We like doing tests on our kids. If a kid shows ridiculously high spatial reasoning or problem solving, or is exceedingly strong, or is exceptionally curious or whatever, we should recruit them. The Army and the Navy should fight over the smartest kid in the High School like college recruiters over the best football player in the state.
Our founders did not want a professional military, and we basically ignore that, so let's admit that we believe they were wrong and make a professional military that's hard to get into and has serious benefits for the people who do it. Something big...more than 'we will get you out of poverty.' Furthermore, let's change it so that you don't need to be able to march for miles in the sun to serve your country. You know that kid drinking Mountain Dew and pwning everyone in the FPS? I would like HIM to be piloting the drones. If we're going to use that technology, do it.
Maybe we need another military force altogether for the smartest kid on the block? Maybe we need the actual Chair Force...or have the NOAA and Public health people better funded. I don't know. I want my military to have the biggest brains in the world. I want my government to take the only guy I ever met who was scary smarter than me and recruit him into military intelligence...I want my government to be giving the department of defense cancer research money to the government-sponsored lab with 6 people born here with a combined IQ above 1100 instead of the 60 people, half of whom are post-docs from other countries only here until they the credential or experience their government sent them here for. I want to have a military smart enough to worry about. Not just for us to worry about, but for other people to worry about.

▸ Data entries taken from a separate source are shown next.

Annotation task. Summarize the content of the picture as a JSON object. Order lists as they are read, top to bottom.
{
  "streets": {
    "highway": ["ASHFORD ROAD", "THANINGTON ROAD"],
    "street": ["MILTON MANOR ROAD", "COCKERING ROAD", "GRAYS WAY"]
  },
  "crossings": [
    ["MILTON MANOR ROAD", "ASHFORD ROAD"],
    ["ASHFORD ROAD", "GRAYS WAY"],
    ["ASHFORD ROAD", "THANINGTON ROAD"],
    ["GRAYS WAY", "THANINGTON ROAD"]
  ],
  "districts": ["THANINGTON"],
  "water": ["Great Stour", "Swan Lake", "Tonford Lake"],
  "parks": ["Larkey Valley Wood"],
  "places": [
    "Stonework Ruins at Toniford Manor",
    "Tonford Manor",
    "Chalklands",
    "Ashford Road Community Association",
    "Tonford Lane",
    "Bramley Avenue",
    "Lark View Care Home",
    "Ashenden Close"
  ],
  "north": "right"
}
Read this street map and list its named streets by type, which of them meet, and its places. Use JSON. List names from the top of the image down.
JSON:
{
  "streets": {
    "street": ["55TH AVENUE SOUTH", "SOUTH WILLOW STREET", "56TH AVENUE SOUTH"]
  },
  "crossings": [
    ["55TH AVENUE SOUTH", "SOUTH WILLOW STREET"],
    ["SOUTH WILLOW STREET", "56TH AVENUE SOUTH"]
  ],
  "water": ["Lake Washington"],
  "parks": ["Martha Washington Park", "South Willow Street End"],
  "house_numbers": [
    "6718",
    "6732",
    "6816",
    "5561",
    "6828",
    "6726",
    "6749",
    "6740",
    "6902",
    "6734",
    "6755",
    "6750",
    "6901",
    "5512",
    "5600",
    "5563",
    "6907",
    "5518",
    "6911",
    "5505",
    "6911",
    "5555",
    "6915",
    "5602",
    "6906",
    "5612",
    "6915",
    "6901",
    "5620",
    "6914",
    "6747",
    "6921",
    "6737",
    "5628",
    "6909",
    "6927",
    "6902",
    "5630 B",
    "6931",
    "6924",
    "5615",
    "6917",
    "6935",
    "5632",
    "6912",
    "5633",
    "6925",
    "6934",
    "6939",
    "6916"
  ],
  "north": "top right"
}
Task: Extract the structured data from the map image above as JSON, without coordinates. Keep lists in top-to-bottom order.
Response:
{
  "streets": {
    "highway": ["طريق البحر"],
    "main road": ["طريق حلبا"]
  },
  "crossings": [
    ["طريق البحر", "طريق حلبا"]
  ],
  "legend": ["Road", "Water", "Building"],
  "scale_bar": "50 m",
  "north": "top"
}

Leave the going to school forever and ever to the people who either need extreme education because their fields are so specialized they need that level of detail or who are otherwise too stupid to breathe.
I say this as a person whose body (the meat) is killing her, and who does have a graduate degree (which I pulled a 4.0 for.) Let college be the default when you don't know what the hell you want. Throw a student at classes until they find what they can do. Leave the exceptionalism to the exceptional people and use them to our benefit.